> Collected data
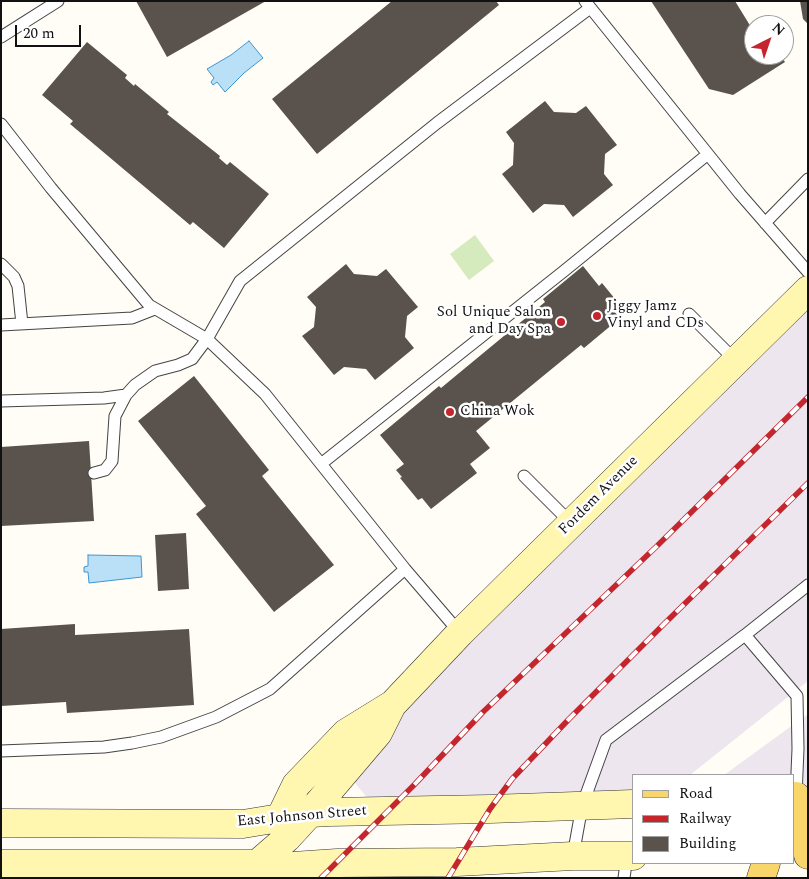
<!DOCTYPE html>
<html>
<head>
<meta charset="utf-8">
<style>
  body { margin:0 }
  #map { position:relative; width:809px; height:879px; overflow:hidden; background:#fffdf5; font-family:Spectral,serif }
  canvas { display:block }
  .frame { position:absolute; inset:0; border:2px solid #111; pointer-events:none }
  .legend { position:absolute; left:632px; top:774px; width:162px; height:90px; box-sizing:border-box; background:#fff; border:1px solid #a0a0a0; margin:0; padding:6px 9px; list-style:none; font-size:15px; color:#111 }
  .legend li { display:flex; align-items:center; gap:10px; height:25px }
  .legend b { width:25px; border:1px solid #a0a0a0 }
  .north { position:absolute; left:744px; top:15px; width:50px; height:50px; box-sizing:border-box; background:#fff; border:1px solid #a0a0a0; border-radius:50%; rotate:41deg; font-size:14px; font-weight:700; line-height:20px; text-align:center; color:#111 }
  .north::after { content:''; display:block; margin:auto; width:18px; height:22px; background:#c4262e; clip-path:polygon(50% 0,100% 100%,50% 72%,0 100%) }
  .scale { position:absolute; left:15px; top:25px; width:66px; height:22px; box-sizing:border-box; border:2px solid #111; border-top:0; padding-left:6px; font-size:15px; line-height:18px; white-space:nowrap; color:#111; -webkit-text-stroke:4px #fff; paint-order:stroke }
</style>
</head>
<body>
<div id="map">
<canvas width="809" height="879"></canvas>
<div class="frame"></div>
<ul class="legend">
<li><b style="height:6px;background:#f9d66b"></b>Road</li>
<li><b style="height:6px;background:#c4262e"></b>Railway</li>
<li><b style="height:14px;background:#5a524d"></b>Building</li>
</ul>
<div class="north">N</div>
<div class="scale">20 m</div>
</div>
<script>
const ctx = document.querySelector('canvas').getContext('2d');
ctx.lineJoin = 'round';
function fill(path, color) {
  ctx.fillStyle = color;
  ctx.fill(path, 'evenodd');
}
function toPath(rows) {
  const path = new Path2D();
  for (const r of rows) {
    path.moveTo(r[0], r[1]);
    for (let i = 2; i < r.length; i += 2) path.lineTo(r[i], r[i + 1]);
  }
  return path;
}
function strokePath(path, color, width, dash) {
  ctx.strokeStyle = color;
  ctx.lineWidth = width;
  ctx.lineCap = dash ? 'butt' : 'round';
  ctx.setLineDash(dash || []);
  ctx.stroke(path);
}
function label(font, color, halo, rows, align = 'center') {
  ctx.font = font + ' Spectral,serif';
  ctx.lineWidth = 5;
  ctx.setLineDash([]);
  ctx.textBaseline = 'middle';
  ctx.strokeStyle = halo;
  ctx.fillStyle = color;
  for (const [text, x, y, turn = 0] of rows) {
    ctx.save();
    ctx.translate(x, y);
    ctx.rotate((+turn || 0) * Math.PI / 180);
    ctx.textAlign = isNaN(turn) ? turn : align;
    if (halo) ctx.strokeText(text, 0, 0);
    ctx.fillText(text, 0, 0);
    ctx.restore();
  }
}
const industrial = toPath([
  [808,290,808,681,690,775,633,775,633,804,369,800,355,783,355,766,378,733],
  [808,714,808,796,793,775,724,775]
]);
const green = toPath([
  [475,235,494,261,469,280,450,254],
  [435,874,433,878,339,878,343,875]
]);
const water = toPath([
  [249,41,263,58,244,73,225,92,217,82,213,85,211,82,214,78,207,69,231,55,249,41],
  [88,555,141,556,142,577,89,583,88,572,84,572,84,567,88,566,88,555]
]);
const building = toPath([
  [136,1,266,1,167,57],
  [392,1,496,1,499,5,317,154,272,99],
  [651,1,735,1,754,32,754,55,780,55,785,62,733,95,709,89],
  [800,1,808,1,808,24,803,19],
  [87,42,127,75,125,78,134,86,135,84,169,112,167,114,220,156,219,158,227,165,230,162,269,194,224,248,193,222,190,225,70,124,73,121,42,95],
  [545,101,554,112,576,113,586,106,617,145,605,154,604,174,613,185,573,217,564,205,544,204,533,213,502,174,513,165,514,143,506,132],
  [346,264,354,274,377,276,386,269,418,307,407,316,405,337,414,348,375,380,366,369,344,367,334,375,302,336,314,327,316,307,307,297],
  [583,266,599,286,602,283,620,305,613,310,620,318,584,348,581,345,476,431,490,448,470,464,477,473,431,509,422,498,418,500,400,478,402,477,396,470,404,464,380,435,439,386,441,388,545,302,543,299],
  [194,376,269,470,262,476,334,565,274,612,196,514,206,506,138,421],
  [89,441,94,521,1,526,1,447],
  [186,533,189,589,158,591,155,535],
  [75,624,75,635,189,629,194,705,67,713,66,702,1,706,1,629]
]);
const lane = toPath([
  [585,1,740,194,808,272],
  [1,37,58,1],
  [1,124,51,188,149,305,207,339,265,394,405,569,460,633],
  [765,223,808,179],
  [1,264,14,277,18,286,22,324],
  [689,314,736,361],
  [1,325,132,318,155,309],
  [1,401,104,398,126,395,135,385,155,371,178,365,192,359,207,339,240,281,437,123,590,8],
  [321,464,564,271,708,154],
  [94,473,105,470,112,461,115,416,126,395],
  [524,476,571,523],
  [745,635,797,696,798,749,796,796],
  [1,751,104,747,132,743,161,737,216,717,270,689,405,569],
  [573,856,582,806,606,740,745,635,808,585],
  [624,878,627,856]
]);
const secondary = toPath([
  [280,818,296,785,346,733,393,704,460,633,808,290],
  [1,823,243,824,310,813,330,812,490,809,633,804],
  [1,864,257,864,293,866,337,863,457,862,573,856,633,856],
  [257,864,287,838,310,813,378,733,391,707]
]);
const primary = toPath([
  [796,796,808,855],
  [761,878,766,863]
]);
const rail = toPath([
  [321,878,415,784,483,712,657,546,808,397],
  [448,878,490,809,512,779,569,719,664,624,808,483]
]);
const markers = [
  [597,316,5,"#c4262e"],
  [561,322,5,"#c4262e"],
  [450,412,5,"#c4262e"]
];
const poiNames = [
  ["Jiggy Jamz",607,307],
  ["Vinyl and CDs",607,324],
  ["Sol Unique Salon",551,313,"right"],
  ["and Day Spa",551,330,"right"],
  ["China Wok",460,412]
];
const streetNames = [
  ["Fordem Avenue",599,496,-45],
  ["East Johnson Street",302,817,-5]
];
fill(industrial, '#eee6ef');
fill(green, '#d5ebbd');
fill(water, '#b9e0f7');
strokePath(water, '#3f96cf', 1);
fill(building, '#5a524d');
strokePath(lane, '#444', 13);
strokePath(secondary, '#333', 29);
strokePath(primary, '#222', 29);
strokePath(lane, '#fff', 11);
strokePath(secondary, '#fff6b0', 28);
strokePath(primary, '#f9d66b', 28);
strokePath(rail, '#c4262e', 5.5);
strokePath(rail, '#fff', 4, [11]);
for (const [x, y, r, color] of markers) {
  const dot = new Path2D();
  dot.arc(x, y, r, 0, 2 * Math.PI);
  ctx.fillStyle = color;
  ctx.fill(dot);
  strokePath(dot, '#fff', 2);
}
label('15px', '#111', '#fff', poiNames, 'left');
label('15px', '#111', '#fff', streetNames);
</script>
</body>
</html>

> WHAT YOU WILL DO
Your answer should be one number: how many lines in the records above include "halo".

> SOLVED PROBLEM
3